If it were my kitchen, & I had to remove the cabinet temporarily for the granite templating & installation, I'd cut off the bottom of that cabinet & rebuild it before reinstalling it & make it the same height as the others. Personal preference of course, but I think it would look better & provide a significant increase in useable countertop space.


----------



## shoot summ (Feb 21, 2014)

Stevedore said:


> If it were my kitchen, & I had to remove the cabinet temporarily for the granite templating & installation, I'd cut off the bottom of that cabinet & rebuild it before reinstalling it & make it the same height as the others. Personal preference of course, but I think it would look better & provide a significant increase in useable countertop space.


I agree, and it wouldn't look straight out of the 70's and 80's.


----------



## allpurpose (Mar 24, 2016)

It probably sounds silly, but before I put granite countertops on the existing counters I'd get up on them and jump up and down on them to be absolutely sure they're not going to collapse to the weight of granite..That stuff is heavy to say the least. I mean that if by chance the existing cabinets do collapse or need replaced at any point you better have about 12 good strong friends and a few kegs of beer to offer them afterwards.. lol I just went through this with the last cabinets I built. It had an existing cabinet with granite sitting out in the garage, but water damage ruined the old cabinets.. We had to go hire a couple homeless guys to help get granite back up there and one of them was drunk.. (I know..terrible strategy, but it was the only option at the time lol)


----------



## velocipede (Jan 15, 2015)

Do you have to rely on contractors to do all of this work, or do you have wood working tools/skills that would let you re-do the existing corner cabinet?

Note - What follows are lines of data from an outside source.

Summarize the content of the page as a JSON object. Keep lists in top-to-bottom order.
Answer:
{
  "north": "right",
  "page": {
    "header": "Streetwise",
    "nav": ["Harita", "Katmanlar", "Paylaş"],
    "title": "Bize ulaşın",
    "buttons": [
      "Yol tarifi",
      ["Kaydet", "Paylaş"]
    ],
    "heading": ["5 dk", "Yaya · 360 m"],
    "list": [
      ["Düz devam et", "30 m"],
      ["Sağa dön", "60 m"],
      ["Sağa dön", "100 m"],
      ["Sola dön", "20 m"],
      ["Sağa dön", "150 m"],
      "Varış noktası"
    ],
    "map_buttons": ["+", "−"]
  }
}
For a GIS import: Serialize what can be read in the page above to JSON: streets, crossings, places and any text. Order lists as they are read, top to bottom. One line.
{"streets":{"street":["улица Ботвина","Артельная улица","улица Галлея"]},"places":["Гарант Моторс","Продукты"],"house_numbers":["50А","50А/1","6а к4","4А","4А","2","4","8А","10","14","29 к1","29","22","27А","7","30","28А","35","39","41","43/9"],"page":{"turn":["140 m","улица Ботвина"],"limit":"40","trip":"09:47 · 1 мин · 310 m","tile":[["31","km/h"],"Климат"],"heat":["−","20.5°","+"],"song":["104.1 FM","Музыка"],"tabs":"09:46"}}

My choice would be to remove the cabinets and make sure the counter top framework was strong enough to support granite, then reinstall the cabinets with a remade corner unit that matches the others and does not sit on the counter. Counter space is more valuable than corner cabinet space. Raise it up to free up the counter.


----------



## johnep (Apr 12, 2007)

WE had our particle board worktops covered by Granite Transformations. This a 1/4" skin glued on top of existing worktops. I consists of granite chips in multitude of colours in an acrylic binding coat like cement.
Ours is beige coloured and we are delighted. About 1/3 cost of solid granite.
johnep


----------



## woodnthings (Jan 24, 2009)

allpurpose said:


> It probably sounds silly, but before I put granite countertops on the existing counters *I'd get up on them and jump up and down on them to be absolutely sure they're not going to collapse to the weight of granite*..That stuff is heavy to say the least. I mean that if by chance the existing cabinets do collapse or need replaced at any point you better have about 12 good strong friends and a few kegs of beer to offer them afterwards.. lol I just went through this with the last cabinets I built. It had an existing cabinet with granite sitting out in the garage, but water damage ruined the old cabinets.. We had to go hire a couple homeless guys to help get granite back up there and one of them was drunk.. (I know..terrible strategy, but it was the only option at the time lol)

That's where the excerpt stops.